Matilda Bathurst

A selection of short stories

Matilda Bathurst reviews short stories by debut writers Daniele McLaughlin, Greg Jackson and Arlene Heyman — and a first volume in over 20 years from Julia O’Faolain

How many debut collections does it take to stand up to one of the most accomplished short-story writers of the past half-century? In this case, it’s three against one. Under the Rose is Julia O’Faolain’s first short-story collection in over 20 years, bringing together stories published between 1968 and 2006. Danielle McLaughlin follows in her wake, picking up the pieces of post-crash Ireland in her debut Dinosaurs on Other Planets. Greg Jackson is the latest virtuoso on the US literary scene, writing stylistically self-conscious stories with titles like ‘Wagner in the Desert’ and ‘Metanarrative Breakdown’. As a practising psychiatrist in New York City, Arlene Heyman has no shortage of material. Her first book, Scary Old Sex, dares to broach the subject of lust in later life.

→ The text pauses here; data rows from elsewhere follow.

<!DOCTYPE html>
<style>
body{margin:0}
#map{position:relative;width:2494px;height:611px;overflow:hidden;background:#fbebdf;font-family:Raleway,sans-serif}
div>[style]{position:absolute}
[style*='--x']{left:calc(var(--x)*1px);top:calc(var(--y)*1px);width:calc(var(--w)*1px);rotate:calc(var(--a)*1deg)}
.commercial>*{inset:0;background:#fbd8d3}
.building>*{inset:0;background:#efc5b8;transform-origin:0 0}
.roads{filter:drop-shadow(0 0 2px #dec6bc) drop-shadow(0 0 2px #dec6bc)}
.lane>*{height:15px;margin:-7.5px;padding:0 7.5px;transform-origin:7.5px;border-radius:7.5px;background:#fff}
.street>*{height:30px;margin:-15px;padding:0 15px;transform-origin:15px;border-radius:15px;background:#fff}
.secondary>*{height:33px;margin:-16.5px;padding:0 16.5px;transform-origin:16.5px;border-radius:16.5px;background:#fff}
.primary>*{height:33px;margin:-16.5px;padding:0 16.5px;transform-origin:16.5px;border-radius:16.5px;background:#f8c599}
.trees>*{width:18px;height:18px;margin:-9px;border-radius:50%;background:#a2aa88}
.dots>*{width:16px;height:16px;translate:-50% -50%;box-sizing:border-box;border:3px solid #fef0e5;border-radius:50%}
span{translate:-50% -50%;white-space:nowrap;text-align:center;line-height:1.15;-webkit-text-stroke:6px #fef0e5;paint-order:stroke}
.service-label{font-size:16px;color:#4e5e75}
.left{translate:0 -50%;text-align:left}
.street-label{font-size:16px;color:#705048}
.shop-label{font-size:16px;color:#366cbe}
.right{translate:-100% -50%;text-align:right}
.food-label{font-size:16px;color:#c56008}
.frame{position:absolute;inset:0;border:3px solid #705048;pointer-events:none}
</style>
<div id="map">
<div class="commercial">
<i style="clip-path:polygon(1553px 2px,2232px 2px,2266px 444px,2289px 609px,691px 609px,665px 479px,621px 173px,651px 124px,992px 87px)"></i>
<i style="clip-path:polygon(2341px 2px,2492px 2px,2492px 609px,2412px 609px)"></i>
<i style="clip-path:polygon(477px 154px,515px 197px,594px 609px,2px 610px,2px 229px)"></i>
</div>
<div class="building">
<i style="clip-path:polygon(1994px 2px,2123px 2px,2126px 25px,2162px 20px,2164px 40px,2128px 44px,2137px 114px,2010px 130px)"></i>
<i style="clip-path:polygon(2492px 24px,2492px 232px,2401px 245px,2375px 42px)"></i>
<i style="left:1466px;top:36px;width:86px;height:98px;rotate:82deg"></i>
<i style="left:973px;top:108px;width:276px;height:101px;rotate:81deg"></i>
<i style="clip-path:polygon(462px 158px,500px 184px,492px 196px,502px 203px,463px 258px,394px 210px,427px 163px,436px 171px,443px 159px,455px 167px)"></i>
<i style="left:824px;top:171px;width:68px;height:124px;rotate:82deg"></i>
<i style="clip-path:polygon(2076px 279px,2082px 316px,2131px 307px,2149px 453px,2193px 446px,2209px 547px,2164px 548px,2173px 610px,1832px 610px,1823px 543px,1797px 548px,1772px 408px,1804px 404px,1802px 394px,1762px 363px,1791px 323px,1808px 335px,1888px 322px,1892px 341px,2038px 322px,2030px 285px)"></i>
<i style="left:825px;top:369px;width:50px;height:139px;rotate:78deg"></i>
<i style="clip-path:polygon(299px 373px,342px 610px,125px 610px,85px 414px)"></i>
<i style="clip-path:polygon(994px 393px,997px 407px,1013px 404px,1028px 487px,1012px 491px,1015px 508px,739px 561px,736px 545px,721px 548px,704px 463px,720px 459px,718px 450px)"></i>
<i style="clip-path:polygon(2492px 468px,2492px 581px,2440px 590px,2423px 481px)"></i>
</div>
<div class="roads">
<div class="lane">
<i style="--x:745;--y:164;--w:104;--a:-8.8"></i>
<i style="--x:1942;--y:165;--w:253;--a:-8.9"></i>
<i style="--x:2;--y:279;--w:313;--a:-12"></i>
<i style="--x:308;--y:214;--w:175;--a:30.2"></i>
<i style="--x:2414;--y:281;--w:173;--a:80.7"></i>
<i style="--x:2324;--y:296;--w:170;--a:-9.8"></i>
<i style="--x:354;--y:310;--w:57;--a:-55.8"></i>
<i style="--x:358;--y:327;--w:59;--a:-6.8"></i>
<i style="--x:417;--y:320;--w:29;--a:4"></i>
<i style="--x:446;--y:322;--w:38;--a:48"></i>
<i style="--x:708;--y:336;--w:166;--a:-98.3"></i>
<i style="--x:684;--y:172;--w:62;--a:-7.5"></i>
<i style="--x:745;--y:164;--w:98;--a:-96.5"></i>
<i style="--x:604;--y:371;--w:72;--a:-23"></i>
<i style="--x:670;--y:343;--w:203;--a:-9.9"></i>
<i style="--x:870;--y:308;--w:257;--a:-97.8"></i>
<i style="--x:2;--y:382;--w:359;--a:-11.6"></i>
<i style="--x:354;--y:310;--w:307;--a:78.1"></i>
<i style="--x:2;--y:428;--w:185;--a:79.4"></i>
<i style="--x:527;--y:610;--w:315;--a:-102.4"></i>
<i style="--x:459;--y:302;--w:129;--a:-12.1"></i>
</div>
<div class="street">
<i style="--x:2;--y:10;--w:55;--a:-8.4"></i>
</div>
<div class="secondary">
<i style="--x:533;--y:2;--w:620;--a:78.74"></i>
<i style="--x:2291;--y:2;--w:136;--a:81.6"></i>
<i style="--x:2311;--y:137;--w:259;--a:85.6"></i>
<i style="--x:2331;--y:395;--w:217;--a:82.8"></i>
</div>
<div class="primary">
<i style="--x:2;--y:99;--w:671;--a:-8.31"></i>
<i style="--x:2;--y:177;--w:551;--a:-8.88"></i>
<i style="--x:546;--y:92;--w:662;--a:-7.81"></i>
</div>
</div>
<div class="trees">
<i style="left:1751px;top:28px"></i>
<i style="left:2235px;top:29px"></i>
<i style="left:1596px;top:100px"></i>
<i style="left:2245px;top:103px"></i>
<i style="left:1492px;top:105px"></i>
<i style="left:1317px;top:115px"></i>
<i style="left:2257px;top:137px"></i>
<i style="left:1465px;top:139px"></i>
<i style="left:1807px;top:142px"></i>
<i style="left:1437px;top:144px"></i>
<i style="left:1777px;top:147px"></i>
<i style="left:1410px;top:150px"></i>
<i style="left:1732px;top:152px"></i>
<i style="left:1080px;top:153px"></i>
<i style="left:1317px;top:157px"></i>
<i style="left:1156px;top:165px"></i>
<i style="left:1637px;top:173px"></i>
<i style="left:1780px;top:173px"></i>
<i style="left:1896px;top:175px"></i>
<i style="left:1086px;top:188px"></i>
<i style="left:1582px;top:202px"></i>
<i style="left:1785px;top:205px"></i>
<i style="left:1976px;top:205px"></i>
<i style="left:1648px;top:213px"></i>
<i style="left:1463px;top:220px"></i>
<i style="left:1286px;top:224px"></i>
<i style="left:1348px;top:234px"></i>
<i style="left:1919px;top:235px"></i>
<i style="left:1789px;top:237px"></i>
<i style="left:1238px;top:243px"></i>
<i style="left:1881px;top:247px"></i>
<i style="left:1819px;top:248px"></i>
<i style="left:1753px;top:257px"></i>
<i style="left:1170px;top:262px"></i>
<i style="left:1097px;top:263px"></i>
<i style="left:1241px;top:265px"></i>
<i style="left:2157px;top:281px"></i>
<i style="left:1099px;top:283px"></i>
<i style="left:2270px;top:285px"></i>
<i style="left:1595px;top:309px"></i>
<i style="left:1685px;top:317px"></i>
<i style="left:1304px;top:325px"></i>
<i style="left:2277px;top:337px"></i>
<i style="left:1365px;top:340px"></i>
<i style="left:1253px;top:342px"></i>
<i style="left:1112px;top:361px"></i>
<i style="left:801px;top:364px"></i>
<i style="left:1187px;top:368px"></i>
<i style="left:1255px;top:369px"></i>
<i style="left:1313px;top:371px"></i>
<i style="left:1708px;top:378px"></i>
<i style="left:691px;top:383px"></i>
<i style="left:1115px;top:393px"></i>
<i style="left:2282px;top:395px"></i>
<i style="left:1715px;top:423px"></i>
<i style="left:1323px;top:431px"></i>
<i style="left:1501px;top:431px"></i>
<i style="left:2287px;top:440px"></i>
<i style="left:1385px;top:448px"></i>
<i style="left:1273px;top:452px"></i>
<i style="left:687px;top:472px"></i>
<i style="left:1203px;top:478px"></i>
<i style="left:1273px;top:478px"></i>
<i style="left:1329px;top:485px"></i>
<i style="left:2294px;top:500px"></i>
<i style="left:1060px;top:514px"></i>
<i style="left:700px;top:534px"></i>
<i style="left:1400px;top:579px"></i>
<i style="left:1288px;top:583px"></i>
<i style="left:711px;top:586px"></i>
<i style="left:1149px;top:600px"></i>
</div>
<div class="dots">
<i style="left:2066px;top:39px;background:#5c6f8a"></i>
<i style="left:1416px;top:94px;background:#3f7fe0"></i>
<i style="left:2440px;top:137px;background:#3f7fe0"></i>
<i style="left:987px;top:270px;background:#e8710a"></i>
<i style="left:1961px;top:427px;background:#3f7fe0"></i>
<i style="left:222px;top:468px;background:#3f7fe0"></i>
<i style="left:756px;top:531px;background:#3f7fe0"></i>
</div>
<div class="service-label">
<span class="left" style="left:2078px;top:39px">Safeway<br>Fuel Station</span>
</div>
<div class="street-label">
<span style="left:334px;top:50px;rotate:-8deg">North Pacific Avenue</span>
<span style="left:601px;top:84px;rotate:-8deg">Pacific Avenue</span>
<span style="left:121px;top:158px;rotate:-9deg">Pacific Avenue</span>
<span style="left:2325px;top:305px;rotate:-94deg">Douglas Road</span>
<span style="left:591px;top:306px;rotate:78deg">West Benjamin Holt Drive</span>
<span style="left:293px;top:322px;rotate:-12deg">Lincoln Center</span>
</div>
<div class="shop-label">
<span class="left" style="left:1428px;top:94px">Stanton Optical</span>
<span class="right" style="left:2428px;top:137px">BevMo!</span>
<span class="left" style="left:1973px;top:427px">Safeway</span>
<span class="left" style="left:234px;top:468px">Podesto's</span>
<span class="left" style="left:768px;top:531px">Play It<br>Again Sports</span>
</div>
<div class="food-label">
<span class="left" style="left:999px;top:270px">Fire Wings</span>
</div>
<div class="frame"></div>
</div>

Julia O’Faolain is the author of seven novels, but her earliest fiction took the form of short stories. Her father, Sean O’Faolain, won acclaim for his politically charged stories of Irish life, and Julia’s Ireland is a country of complex social codes, defined by the ‘trip wires of class and cruelty’. Other stories reflect her life in Paris, Rome, Los Angeles and London, and she is at her most incisive when using the first-person voice. Readers should be warned that there’s no hand-holding in these stories: you are plunged straight into a character’s psyche, far beyond the logic of linear narrative. This is particularly exhilarating when the characters themselves have erratic tendencies, as demonstrated in ‘Man in the Cellar’ — a lengthy letter from a wife to her mother-in-law, cheerfully describing the revenge she has taken on her abusive husband. Gossip, pride and social assumptions all play a part in skewing the truth.

Danielle McLaughlin’s stories have none of the psychological nuance of O’Faolain’s, but she writes with a meditative intensity which gives her subject matter (domestic friction and failing affections) a certain gravitas.